Robert Ross is Professor of Political Science at Boston College and Associate, John King Fairbank Center for Chinese Studies, Harvard University. He has testified before Senate and House committees and the Defense Policy Board Advisory Committee, and advises US government agencies on various policy actions. He has written publications, including: Chinese Security Policy: Structure, Power, and Politics, China’s Ascent: Power, Security, and the Future of International Politics, as well as has articles published in Foreign Affairs, Foreign Politics, The China Quarterly.
Dr. Ross will speak about the legacy of President Obama’s Pivot to Asia, before assessing the implications of Donald’s Trump electoral success on future Sino-US relations.

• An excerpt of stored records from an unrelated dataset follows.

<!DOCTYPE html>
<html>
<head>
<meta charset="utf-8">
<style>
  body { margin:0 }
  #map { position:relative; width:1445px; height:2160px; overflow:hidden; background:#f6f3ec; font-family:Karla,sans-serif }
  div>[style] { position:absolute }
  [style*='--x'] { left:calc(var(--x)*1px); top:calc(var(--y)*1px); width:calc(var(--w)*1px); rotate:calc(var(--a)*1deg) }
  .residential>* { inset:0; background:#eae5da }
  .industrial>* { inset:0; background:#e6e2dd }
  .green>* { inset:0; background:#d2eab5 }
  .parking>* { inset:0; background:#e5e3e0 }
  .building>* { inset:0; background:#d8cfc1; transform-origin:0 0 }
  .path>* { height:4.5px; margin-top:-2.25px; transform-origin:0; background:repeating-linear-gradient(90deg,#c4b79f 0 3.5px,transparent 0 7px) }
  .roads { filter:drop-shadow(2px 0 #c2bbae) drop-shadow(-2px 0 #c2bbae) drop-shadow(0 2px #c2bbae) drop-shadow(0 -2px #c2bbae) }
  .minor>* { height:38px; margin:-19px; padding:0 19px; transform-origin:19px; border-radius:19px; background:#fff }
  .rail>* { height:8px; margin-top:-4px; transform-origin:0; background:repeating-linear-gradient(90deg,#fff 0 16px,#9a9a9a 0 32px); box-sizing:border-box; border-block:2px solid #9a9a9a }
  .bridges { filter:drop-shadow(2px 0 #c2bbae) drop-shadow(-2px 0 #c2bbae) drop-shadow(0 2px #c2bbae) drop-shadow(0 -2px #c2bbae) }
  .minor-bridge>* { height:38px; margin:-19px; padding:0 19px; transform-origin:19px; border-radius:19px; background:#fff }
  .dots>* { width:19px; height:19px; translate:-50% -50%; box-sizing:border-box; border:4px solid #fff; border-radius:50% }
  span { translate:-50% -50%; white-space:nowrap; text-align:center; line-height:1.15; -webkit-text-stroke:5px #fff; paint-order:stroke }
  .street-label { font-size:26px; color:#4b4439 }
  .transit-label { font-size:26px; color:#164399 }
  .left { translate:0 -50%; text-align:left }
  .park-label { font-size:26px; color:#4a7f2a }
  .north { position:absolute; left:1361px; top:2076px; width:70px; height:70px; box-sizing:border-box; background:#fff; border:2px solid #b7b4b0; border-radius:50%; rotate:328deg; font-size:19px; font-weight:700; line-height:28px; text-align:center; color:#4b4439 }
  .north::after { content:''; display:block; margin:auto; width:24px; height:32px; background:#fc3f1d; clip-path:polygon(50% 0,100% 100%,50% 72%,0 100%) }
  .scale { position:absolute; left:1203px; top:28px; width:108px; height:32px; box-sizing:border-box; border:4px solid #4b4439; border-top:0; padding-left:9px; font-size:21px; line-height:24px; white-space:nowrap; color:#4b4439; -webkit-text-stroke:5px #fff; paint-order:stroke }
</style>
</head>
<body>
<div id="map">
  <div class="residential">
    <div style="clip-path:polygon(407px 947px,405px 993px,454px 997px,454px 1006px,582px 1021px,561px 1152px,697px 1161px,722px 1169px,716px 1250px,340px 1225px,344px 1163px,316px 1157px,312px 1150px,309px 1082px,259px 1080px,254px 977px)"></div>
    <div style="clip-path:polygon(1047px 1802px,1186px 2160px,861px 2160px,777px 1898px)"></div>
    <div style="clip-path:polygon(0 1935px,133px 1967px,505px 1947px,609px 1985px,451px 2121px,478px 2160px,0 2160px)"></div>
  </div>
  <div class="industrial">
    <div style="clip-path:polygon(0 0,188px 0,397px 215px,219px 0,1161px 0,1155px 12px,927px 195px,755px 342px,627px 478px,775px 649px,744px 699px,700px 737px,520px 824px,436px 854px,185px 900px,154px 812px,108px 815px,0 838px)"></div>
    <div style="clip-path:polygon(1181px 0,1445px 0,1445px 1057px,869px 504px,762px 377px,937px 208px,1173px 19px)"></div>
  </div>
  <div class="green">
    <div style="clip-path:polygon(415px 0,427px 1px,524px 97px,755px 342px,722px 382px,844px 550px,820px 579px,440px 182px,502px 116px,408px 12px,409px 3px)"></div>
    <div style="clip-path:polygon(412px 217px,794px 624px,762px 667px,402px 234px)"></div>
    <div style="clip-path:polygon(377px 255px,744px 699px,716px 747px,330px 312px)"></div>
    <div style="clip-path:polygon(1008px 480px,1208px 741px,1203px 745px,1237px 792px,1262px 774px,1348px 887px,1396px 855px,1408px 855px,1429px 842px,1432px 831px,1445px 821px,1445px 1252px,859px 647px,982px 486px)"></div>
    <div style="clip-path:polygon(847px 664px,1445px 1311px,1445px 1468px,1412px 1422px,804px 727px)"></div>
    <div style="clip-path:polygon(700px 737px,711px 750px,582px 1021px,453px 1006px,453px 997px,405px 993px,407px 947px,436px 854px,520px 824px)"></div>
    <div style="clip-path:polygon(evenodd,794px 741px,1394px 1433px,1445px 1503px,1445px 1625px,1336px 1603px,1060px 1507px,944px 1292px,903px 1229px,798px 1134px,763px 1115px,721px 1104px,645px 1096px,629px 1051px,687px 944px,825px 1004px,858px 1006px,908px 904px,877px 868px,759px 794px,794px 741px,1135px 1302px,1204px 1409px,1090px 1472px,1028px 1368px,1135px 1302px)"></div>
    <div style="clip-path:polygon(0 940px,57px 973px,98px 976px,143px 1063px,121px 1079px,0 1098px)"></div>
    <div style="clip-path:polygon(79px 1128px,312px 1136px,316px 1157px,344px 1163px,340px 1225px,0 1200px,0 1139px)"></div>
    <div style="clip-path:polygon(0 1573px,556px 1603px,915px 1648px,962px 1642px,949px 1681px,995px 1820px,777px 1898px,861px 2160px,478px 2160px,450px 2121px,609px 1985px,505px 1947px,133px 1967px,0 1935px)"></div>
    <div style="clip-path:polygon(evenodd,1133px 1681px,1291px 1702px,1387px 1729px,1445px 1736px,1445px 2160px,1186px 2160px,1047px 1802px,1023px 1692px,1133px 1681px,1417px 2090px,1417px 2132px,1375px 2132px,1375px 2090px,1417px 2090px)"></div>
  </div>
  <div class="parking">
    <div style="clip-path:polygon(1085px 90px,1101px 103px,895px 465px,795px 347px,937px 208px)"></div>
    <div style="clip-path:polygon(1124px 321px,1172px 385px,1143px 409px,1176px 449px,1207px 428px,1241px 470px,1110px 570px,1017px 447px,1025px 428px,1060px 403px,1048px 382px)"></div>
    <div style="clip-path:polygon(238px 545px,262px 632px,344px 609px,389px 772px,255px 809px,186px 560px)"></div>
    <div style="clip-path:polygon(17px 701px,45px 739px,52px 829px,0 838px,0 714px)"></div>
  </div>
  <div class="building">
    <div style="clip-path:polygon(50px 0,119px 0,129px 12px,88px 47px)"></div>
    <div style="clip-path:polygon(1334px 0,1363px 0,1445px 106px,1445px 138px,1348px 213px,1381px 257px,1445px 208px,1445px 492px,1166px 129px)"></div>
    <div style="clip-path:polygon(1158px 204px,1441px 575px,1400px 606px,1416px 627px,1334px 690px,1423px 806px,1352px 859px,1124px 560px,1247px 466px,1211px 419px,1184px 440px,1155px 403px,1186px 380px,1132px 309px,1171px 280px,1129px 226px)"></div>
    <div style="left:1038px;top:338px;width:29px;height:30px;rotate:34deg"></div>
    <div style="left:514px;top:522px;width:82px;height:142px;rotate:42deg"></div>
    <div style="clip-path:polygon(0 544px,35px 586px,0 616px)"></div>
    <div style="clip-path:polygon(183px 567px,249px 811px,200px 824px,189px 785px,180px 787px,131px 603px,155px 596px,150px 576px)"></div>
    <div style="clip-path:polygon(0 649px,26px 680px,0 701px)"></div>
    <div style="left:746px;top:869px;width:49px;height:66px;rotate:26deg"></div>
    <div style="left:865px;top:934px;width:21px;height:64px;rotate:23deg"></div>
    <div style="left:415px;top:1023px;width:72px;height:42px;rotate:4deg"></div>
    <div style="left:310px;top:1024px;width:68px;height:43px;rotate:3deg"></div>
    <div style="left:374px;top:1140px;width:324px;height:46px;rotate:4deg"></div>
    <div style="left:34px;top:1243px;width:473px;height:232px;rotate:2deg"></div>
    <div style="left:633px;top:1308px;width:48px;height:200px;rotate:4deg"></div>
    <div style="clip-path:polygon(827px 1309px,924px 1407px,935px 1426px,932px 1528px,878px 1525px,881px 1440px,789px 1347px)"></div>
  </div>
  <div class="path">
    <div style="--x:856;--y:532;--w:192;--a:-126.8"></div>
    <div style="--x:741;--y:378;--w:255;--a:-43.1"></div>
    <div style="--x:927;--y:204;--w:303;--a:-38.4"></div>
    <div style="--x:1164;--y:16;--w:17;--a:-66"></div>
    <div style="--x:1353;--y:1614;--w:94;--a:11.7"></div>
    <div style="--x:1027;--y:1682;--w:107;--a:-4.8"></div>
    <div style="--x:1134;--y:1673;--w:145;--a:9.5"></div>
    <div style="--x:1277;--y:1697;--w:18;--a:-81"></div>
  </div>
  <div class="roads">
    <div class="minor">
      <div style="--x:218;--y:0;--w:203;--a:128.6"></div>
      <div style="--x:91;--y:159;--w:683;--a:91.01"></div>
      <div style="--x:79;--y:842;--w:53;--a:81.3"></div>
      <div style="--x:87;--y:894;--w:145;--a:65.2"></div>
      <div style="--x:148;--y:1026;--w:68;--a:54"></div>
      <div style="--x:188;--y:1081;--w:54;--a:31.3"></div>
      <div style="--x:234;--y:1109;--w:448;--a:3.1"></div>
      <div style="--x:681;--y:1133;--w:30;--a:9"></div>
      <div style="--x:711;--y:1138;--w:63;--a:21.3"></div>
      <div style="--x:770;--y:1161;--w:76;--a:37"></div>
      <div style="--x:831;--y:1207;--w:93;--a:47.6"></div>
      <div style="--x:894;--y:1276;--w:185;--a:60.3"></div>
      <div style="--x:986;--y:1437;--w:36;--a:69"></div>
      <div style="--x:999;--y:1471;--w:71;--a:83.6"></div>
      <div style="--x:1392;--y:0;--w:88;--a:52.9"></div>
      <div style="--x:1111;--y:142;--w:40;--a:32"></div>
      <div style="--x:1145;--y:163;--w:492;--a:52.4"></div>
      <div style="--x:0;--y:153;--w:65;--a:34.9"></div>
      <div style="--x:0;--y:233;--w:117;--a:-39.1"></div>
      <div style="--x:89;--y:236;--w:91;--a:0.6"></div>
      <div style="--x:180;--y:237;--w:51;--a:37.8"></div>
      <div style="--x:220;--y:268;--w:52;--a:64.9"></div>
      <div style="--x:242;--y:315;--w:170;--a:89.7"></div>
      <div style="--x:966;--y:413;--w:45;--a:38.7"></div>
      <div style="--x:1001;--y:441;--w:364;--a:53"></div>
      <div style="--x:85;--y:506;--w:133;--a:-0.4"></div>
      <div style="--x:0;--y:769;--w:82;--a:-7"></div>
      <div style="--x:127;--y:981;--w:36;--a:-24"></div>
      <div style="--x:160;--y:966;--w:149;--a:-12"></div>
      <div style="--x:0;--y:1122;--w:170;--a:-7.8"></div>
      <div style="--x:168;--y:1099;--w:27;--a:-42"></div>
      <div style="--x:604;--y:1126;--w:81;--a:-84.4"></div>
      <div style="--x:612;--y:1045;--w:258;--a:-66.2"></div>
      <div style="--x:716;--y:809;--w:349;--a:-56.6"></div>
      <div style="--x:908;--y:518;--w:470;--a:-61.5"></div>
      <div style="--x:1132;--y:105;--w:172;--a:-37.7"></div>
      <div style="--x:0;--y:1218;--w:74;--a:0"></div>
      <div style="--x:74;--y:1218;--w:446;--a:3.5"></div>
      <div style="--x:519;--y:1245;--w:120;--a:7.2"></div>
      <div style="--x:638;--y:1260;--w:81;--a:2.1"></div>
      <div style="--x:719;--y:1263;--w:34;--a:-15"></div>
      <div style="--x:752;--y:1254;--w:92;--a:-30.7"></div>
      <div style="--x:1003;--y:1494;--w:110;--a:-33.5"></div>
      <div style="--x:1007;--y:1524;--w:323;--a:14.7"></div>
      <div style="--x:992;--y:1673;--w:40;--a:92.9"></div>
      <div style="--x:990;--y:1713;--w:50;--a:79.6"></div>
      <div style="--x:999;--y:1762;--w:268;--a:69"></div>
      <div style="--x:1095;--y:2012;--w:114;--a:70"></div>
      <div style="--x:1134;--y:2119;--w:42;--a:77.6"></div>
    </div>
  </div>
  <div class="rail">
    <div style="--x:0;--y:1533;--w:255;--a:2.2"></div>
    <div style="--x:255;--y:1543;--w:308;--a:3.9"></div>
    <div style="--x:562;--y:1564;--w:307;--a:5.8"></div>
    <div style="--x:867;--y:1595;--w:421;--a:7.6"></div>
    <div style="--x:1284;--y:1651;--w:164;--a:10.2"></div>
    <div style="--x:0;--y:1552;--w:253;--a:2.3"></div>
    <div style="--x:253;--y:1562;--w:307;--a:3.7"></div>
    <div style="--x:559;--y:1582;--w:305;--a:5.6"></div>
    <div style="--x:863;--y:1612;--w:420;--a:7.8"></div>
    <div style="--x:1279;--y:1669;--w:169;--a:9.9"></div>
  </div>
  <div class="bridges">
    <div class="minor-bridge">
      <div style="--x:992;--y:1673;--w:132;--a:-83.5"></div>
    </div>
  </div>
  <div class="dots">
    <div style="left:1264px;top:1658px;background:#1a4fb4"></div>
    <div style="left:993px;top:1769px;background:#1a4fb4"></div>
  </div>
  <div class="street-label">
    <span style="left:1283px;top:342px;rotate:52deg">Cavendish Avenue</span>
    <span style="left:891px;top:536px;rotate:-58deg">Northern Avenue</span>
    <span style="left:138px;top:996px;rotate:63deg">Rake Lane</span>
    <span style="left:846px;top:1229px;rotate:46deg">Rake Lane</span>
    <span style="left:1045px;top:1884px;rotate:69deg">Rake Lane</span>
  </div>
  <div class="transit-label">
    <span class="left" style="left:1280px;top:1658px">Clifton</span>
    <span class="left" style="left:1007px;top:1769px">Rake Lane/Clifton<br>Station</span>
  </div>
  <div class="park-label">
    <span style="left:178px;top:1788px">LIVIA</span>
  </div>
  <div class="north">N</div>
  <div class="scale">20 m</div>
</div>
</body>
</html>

China’s growing influence in the world is indisputable. In recent years it has used political and economic means to project power in East Asia, Central Asia, and even as far as Africa and Latin America. But how does it employ its soft power- cultural programs, educational exchanges, and new media- to influence other countries? Fletcher China Club, Tufts SURGE and Tufts CSA therefore co-produce The Rise of Chinese Soft Power, with Mr. Wang Guan, Chief Political Correspondent of CCTV America. He will discusses his views on the Rise of China’s Soft Power. The conversation will be honest, open, and “off the record.”
Dialogue with scholars from Peking University: China-Russia Relationship 2/27/2015
In cooperation with EPIIC, SURGE conducted a dialogue with Professor Guihai Guan, Associate Dean, School of International Studies, Peking University about China-Russia relations and how these relations also impact the U.S. In addition to Professor Guihai Guans discussion, two graduate students from Peking University presented their recent research also related to China-Russia relations.
Professor Beckley (our wonderful SURGE Advisor) will be discussing why, in his view, the “Rise of China” does not necessarily mean a decline in power for the US. He will argue why resolving the question is crucial for US policy makers in order to effectively plan future decisions regarding US stance towards China, whether through economic constraint, or managing the rise of China via maintaining liberal economic policy. His own research has shown a trend discussing why the rise of China does not spell an end to US dominance, and the relatively beneficial outcomes of the current status quo, and he makes suggestions on how to best formulate US policy towards China based on empirical analysis.
We will be hearing Kathleen DeBoer, Deputy Head of the Organization for Economic Co-Operation and Development’s Washington Center, discuss the increasingly relevant issue of economic cooperation between the US and China. She will be providing insight both through her work with the OECD and her time living and teaching in Nanjing, China.
Voices Behind China’s One-Child Policy
In the Culture Event hosted in December, SURGE conducted a discussion about the former One-Child Policy in China. We were honored to have Ms. Melissa Ludtke, an award-winning journalist and Yankee Quill Award winner, as our guest speaker. During the event, Ms. Ludtke talked about her book and education series: Touching Home in China, which is a project on the influence of the One-Child Policy, and the experience of her own beloved daughter Maya who was adopted from China. In addition to Ms. Ludtke, Jiahe Chi, a Chinese senior and former member of SURGE, shared his insights on how the policy changed the lifestyle and perspectives of urban and rural populations in China.
Same, Same But Different – Dec. 3rd, 2014
“Same, Same But Different” was held in Olin 11, during open block from 12 to 1pm on Wednesday, December 3rd. Four Chinese and American students who have lived in both China and America shared their experiences dealing with cultural and ideological differences between the two cultures. Their different backgrounds and stories offered insights on various aspects of Eastern and Western cultures, and was inspiring to those who have similar experiences and who are interested in studying abroad.